Gourmet of Another World - MTL - Chapter 1507
Bab 1507 – Lautan Hukum Muncul Kembali
Bab 1507: Lautan Hukum Muncul Kembali
Baca di meionovel.id
Udara dipenuhi dengan aroma makanan yang kaya, tetapi bagi Tian Qiu, itu adalah bau paling busuk, yang sangat busuk sehingga sisik baju besinya tidak berani membuka dan bernapas.
Gemuruh!
Ledakan mengerikan menyapu medan perang, menyebabkan semua orang yang menonton pertempuran di dekatnya menarik napas dingin.
Ini adalah Perishing Pot, serangan Bu Fang yang paling kuat. Setelah di-buff oleh Foxy, ia meledak dengan kekuatan beberapa kali lebih besar dari versi aslinya. Hanya dalam sepersekian detik, energi penghancur benar-benar menelan Tian Qiu.
Faktanya, Bu Fang tidak yakin apakah Pot yang Menghilang cukup kuat untuk membunuh Tian Qiu. Dalam keadaan normal, ini seharusnya tidak mungkin.
Gemuruh!
Segera, energi penghancur yang mengerikan berubah menjadi belahan bumi yang menyala-nyala, yang tumbuh semakin besar, mematahkan dan meruntuhkan pohon-pohon di sekitarnya dan membakarnya menjadi abu.
Di langit, Summer berbalik dengan anggun. Saat Hukum Ruang Angkasa muncul di atas kepalanya, dia menunjukkan jarinya, menusuk kepala salah satu monster. Kepalanya meledak dengan letupan. Namun, monster itu belum mati, dan kepalanya yang hancur perlahan pulih.
Para ahli di sekitarnya mendarat di tanah dan menyaksikan pertempuran dengan saksama.
Tiba-tiba, langkah ketiga monster itu menjadi sedikit goyah di udara. Musim panas agak bingung. Pada saat ini, dia merasakan tekanan yang menyelimutinya sedikit melemah. Itu adalah perasaan yang aneh.
‘Mengapa tekanan menjadi lebih lemah? Dalam keadaan normal, itu harus semakin kuat dan kuat, kan?’
Blergh!
Saat Summer menyaksikan, ketiga monster itu berlutut, membuka mulut, dan mulai muntah. Mata mereka terbuka lebar seolah-olah mereka sedang disiksa.
‘Apa yang terjadi di sini?’ Dia bingung.
Dengan peluit, Bu Fang terbang dan melayang di sisi Summer. Menyipitkan matanya, dia menjentikkan jarinya. Api Ilahi segera melesat keluar, membenamkan kepala ketiga monster itu, dan mulai membakar dengan hebat.

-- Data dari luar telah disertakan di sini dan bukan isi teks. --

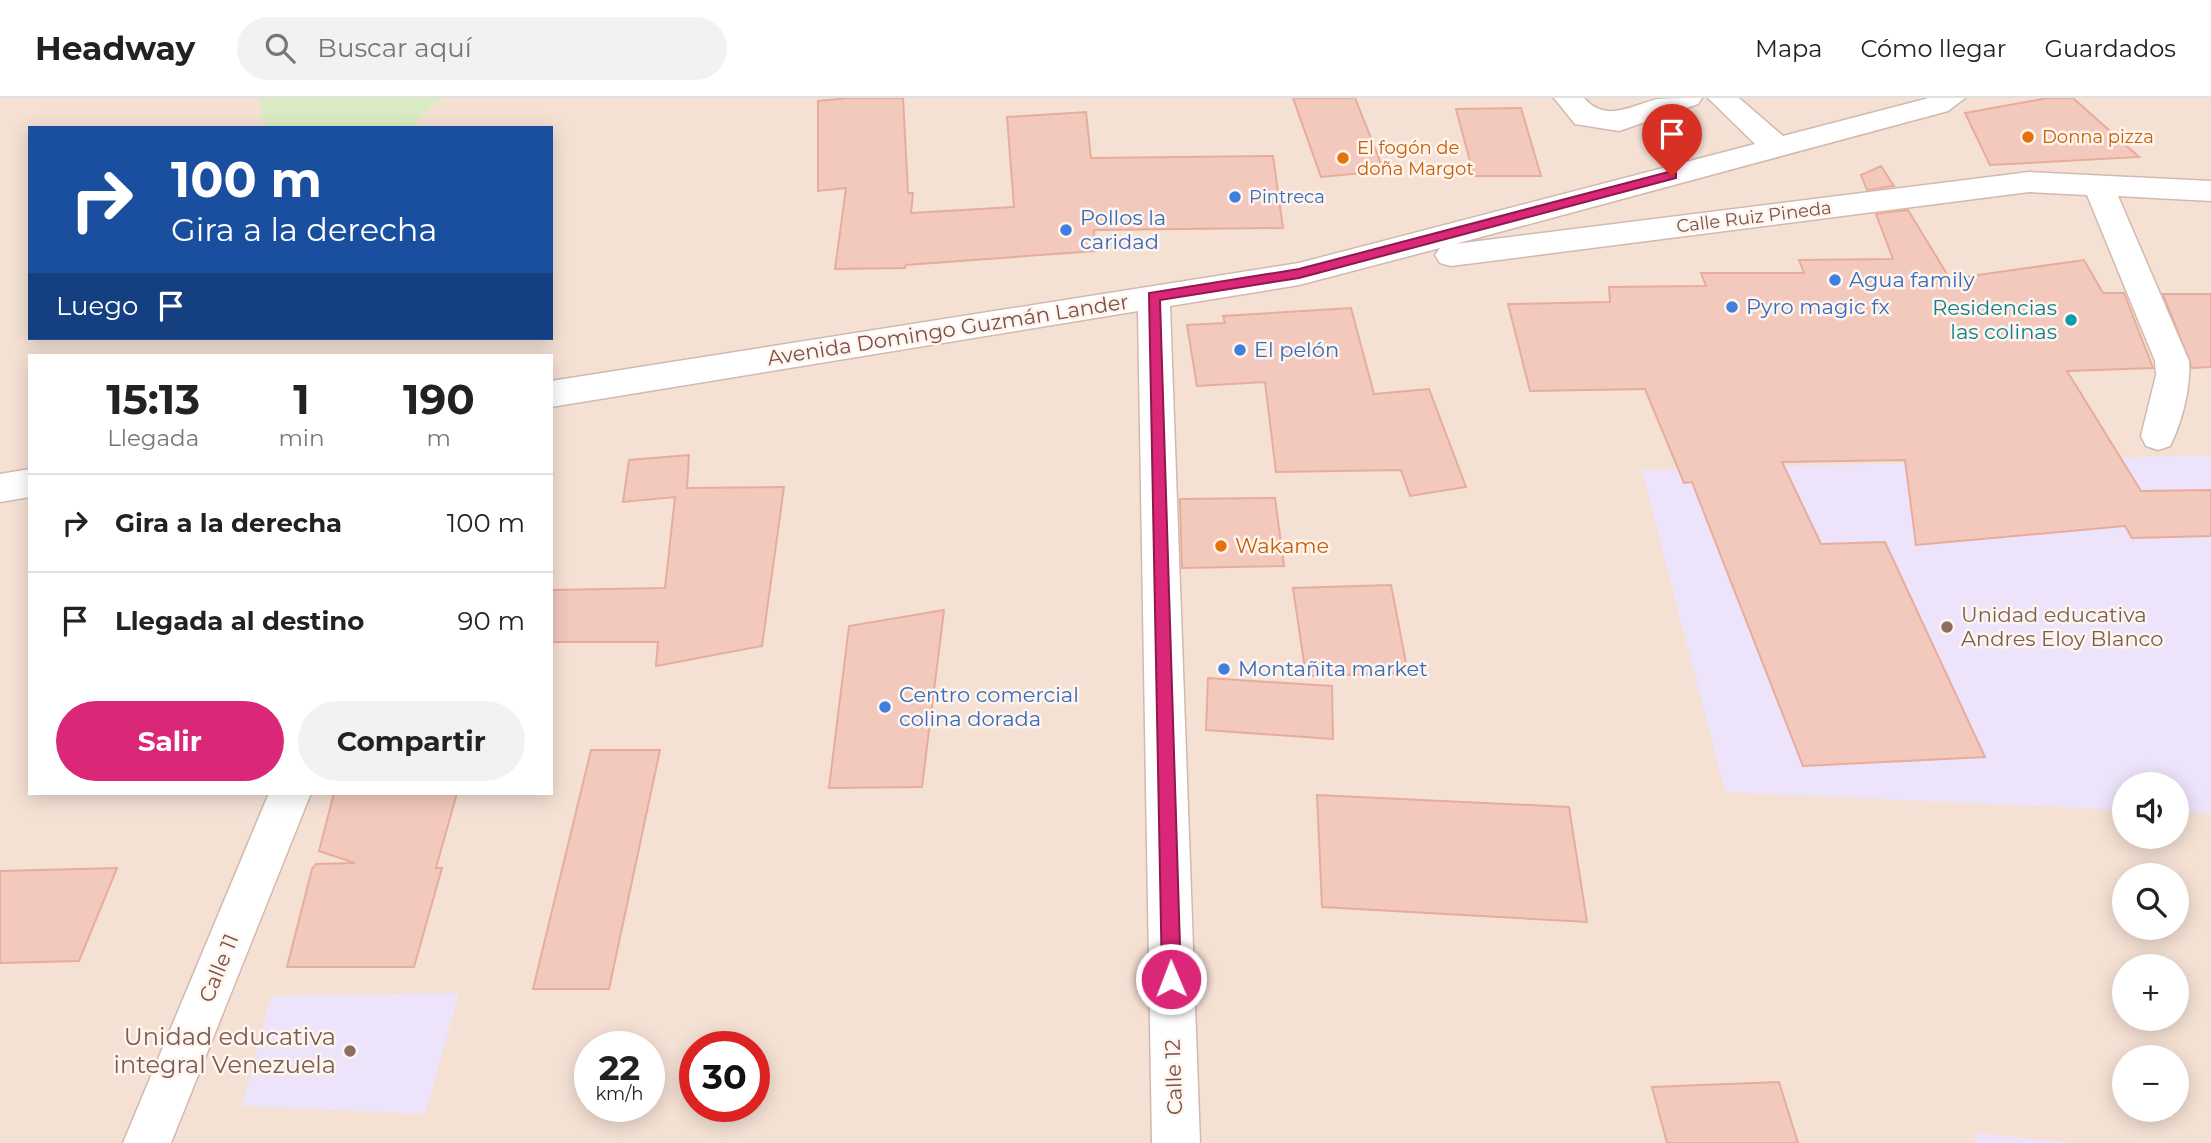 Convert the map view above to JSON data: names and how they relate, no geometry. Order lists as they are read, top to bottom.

Di bawah nyala api Ilahi, tubuh ketiga monster itu segera berputar dan meledak. Nyala api mampu membunuh Iblis Jiwa ini karena mengandung begitu banyak Hukum sehingga kerusakannya jauh melebihi kemampuan mereka untuk memperbaiki diri.
Ketiga monster itu benar-benar mati kali ini, hancur berkeping-keping dan berserakan di tanah.

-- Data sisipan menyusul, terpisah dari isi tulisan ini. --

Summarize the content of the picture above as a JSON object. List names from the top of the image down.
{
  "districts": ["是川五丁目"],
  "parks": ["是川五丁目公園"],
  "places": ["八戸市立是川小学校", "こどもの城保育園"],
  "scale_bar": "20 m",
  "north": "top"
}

Cahaya yang menyilaukan akhirnya memudar, begitu pula aroma makanannya. Tian Qiu terlihat sangat menyedihkan, dengan sisiknya yang compang-camping dan sobek. Pada saat ini, dia berbaring di tanah muntah, seolah-olah dia akan memuntahkan semua yang ada di perutnya.

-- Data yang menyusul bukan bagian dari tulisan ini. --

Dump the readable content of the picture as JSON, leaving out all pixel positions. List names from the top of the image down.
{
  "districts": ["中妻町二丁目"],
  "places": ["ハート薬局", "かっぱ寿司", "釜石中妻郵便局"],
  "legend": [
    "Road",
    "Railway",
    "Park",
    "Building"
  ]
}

“Kamu …” Melayang di samping Bu Fang, Summer menatapnya dengan heran dan bertanya, “Bagaimana kamu melakukannya?”
Dia tidak bisa mengerti mengapa Tian Qiu terbaring di tanah muntah dan tidak lagi menyerang Bu Fang.
“Bagi makhluk-makhluk ini, makanan manusia yang lezat itu bau. Mereka akan merasa sangat mual dan ingin muntah hanya dengan menciumnya,” jelas Bu Fang. “Kita hanya perlu menyerang mereka saat mereka sedang muntah. Kupikir aku bisa mencekik mereka, tapi sepertinya makananku tidak cukup harum…” Dia merasa sedikit kecewa karenanya.
“Mengaum!”
Blood Beast di sekitarnya meraung, menerkam dengan liar ke arah Tian Qiu untuk menggigitnya sampai mati. Namun, saat mereka mendekatinya, dia menyentakkan kepalanya ke atas, dan tatapannya tajam seolah dia adalah monster buas yang nyata. Dengan membalik tangannya, dia mengayunkan pisaunya. Lampu pisau yang tak terhitung jumlahnya bergegas ke depan dan memotong semua binatang buas ini menjadi dua.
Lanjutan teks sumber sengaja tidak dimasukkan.